(DATA SUPPLIED begins)

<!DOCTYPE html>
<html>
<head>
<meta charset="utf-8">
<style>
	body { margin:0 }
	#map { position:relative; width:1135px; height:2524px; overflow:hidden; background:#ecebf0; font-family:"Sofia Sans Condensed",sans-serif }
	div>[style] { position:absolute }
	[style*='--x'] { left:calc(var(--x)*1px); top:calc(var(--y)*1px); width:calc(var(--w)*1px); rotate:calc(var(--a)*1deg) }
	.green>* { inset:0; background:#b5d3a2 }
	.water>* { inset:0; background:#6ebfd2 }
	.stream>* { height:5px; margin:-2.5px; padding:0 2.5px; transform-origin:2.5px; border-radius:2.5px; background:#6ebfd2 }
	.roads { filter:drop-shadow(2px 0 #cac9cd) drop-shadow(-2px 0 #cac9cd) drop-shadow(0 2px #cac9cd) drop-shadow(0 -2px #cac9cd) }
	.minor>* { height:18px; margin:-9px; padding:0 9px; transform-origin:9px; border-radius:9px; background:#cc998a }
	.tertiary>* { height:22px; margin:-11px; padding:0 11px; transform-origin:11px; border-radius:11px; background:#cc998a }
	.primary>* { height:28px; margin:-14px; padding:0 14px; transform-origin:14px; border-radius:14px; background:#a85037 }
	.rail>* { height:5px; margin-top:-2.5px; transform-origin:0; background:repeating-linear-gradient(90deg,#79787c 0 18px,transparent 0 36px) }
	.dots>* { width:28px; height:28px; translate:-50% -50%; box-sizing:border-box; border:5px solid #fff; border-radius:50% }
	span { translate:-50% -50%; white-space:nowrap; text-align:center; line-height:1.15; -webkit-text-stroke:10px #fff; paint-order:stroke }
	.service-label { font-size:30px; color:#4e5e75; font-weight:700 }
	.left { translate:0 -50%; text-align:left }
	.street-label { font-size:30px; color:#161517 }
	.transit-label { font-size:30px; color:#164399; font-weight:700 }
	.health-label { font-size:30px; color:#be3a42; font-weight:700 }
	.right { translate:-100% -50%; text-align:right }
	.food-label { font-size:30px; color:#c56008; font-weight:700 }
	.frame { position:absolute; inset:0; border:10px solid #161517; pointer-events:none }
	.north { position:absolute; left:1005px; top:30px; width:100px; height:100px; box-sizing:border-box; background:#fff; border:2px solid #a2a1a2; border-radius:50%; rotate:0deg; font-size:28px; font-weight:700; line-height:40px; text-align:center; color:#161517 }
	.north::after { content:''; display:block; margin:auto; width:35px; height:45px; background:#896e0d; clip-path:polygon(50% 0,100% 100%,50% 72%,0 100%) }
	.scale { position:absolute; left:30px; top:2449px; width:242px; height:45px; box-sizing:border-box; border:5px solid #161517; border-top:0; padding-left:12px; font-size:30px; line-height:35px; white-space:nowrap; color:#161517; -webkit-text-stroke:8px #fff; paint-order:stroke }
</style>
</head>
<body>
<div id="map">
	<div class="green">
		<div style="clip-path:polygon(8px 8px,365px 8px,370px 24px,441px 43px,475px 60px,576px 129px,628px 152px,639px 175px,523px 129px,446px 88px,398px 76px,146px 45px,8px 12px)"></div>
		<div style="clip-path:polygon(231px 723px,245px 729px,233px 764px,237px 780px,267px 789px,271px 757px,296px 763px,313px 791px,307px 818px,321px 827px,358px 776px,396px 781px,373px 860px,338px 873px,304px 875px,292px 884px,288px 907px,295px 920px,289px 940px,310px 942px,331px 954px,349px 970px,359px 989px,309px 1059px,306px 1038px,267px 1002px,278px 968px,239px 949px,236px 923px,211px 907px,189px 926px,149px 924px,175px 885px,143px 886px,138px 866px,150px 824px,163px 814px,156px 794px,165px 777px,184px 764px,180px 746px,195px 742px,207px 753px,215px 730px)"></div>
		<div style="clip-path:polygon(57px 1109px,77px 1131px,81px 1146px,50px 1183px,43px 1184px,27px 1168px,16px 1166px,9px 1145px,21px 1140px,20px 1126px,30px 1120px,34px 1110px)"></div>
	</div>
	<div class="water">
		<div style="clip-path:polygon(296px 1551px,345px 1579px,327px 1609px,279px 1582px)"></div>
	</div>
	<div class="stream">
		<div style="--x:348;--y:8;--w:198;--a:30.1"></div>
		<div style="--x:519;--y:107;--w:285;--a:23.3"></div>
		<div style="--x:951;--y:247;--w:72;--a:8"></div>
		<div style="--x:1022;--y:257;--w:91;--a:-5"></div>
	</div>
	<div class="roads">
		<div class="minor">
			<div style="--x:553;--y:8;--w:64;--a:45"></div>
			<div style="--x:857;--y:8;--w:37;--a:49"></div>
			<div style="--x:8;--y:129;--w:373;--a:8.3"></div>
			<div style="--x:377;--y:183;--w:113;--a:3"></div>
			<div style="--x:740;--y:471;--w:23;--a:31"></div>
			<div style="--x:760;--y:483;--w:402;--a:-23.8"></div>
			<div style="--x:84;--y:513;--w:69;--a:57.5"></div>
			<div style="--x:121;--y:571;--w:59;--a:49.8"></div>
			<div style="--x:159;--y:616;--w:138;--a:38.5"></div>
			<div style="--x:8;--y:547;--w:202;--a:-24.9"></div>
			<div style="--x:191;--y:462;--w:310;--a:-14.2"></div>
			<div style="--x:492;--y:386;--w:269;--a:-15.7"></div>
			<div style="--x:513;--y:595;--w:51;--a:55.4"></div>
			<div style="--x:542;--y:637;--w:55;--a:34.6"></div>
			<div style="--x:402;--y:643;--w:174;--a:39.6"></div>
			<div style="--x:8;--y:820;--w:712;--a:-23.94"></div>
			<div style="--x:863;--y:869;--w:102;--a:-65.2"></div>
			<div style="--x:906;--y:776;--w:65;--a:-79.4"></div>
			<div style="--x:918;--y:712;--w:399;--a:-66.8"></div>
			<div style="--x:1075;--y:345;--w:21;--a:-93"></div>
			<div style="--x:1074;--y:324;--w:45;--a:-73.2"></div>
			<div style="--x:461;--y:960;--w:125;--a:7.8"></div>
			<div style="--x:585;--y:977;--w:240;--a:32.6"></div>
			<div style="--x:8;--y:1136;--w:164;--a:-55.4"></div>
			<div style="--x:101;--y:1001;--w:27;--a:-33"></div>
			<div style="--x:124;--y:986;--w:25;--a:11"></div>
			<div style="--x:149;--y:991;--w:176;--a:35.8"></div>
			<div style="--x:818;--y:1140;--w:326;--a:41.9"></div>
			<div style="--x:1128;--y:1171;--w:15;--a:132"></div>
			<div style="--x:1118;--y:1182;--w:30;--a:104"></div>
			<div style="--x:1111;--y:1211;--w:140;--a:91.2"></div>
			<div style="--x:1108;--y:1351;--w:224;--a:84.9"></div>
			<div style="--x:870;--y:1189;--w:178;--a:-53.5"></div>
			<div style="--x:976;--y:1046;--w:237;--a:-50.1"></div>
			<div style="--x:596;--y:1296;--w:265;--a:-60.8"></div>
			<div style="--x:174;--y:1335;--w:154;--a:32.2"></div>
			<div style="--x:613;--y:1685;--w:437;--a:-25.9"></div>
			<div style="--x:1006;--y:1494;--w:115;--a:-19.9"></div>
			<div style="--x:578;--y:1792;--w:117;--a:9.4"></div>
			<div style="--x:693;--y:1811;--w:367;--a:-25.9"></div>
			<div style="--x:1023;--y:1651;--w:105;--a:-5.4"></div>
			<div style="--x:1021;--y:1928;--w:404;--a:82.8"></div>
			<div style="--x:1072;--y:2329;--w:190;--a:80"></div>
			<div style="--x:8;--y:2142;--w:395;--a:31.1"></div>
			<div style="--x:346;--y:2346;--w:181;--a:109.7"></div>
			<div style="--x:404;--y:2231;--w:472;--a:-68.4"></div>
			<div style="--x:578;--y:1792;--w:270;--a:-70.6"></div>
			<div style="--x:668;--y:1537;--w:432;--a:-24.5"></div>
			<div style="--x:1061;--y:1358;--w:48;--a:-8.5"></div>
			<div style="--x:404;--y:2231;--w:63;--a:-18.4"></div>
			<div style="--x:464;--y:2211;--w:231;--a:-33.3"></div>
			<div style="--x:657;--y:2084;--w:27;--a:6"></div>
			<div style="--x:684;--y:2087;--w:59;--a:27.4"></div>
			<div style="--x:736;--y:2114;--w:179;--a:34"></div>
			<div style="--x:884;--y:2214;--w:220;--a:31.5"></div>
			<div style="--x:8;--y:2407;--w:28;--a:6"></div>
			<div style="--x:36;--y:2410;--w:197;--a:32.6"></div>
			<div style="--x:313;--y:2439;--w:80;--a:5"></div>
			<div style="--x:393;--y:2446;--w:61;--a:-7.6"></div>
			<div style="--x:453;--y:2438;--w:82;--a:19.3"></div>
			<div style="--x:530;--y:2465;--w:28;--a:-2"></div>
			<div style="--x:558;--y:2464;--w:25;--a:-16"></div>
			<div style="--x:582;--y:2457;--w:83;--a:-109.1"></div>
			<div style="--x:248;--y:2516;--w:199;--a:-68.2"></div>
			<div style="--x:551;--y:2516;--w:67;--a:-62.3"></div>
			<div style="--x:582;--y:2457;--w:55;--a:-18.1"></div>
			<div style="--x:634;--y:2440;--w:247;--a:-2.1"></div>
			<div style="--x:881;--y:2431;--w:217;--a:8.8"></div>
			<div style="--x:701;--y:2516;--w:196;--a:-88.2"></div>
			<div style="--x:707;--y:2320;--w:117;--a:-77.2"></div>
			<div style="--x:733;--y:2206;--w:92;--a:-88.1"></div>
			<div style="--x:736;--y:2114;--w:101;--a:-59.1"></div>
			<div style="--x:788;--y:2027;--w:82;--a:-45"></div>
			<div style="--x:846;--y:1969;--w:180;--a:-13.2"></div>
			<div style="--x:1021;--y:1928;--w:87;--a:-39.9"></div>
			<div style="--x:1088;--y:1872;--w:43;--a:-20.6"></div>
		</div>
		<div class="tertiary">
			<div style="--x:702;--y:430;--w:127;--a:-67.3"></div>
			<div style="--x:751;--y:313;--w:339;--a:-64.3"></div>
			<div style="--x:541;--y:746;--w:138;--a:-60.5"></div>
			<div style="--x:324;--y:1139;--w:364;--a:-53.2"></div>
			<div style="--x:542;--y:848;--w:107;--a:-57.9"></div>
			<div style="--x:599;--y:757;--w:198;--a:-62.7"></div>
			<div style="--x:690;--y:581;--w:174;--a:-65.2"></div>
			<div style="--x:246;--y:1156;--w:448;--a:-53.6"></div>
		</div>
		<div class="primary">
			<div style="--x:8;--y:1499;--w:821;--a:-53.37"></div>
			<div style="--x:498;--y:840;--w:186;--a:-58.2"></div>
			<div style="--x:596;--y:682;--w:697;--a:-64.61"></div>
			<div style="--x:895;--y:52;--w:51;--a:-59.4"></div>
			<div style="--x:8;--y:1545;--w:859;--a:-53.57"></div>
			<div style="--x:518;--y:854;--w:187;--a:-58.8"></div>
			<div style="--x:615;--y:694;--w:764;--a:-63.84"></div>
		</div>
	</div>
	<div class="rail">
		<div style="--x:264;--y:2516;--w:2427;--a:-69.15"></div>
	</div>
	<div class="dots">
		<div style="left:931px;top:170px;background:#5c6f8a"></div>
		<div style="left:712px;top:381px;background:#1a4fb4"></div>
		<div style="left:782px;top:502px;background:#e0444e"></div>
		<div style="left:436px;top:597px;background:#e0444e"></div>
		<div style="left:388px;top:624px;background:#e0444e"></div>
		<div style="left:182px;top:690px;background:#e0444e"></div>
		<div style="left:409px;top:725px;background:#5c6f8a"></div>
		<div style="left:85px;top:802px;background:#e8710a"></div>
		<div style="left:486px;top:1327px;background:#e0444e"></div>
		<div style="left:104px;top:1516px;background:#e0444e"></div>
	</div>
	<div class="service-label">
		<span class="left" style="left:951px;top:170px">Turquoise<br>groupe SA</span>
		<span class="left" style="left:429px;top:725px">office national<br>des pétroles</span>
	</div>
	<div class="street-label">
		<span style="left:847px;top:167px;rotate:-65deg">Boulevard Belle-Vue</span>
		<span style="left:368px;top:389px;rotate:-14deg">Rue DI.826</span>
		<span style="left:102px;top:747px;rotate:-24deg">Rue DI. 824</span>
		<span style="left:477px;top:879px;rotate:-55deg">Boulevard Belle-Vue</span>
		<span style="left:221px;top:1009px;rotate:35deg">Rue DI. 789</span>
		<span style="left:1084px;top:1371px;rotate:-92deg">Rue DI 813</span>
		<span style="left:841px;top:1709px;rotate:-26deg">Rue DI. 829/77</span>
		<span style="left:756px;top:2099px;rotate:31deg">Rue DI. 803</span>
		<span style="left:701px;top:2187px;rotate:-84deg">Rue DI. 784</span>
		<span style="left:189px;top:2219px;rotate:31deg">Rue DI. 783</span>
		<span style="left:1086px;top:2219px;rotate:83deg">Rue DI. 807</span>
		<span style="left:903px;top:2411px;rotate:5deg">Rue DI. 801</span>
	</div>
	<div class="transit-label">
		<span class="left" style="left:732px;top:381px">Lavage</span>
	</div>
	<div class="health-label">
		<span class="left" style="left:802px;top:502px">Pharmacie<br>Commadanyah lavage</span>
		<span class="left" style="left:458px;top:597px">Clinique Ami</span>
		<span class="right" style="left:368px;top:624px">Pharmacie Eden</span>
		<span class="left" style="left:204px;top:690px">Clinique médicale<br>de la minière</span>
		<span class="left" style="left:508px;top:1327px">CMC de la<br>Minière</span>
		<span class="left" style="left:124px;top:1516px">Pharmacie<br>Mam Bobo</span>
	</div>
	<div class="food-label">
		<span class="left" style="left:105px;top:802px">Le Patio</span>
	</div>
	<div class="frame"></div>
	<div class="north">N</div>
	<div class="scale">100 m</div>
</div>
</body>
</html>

(DATA SUPPLIED ends)

— HOW TO COMPLETE THIS TASK —
Scan the records for the word "stream". Copy each line where it turns up.

— EXERCISE SOLUTION —
	.stream>* { height:5px; margin:-2.5px; padding:0 2.5px; transform-origin:2.5px; border-radius:2.5px; background:#6ebfd2 }
	<div class="stream">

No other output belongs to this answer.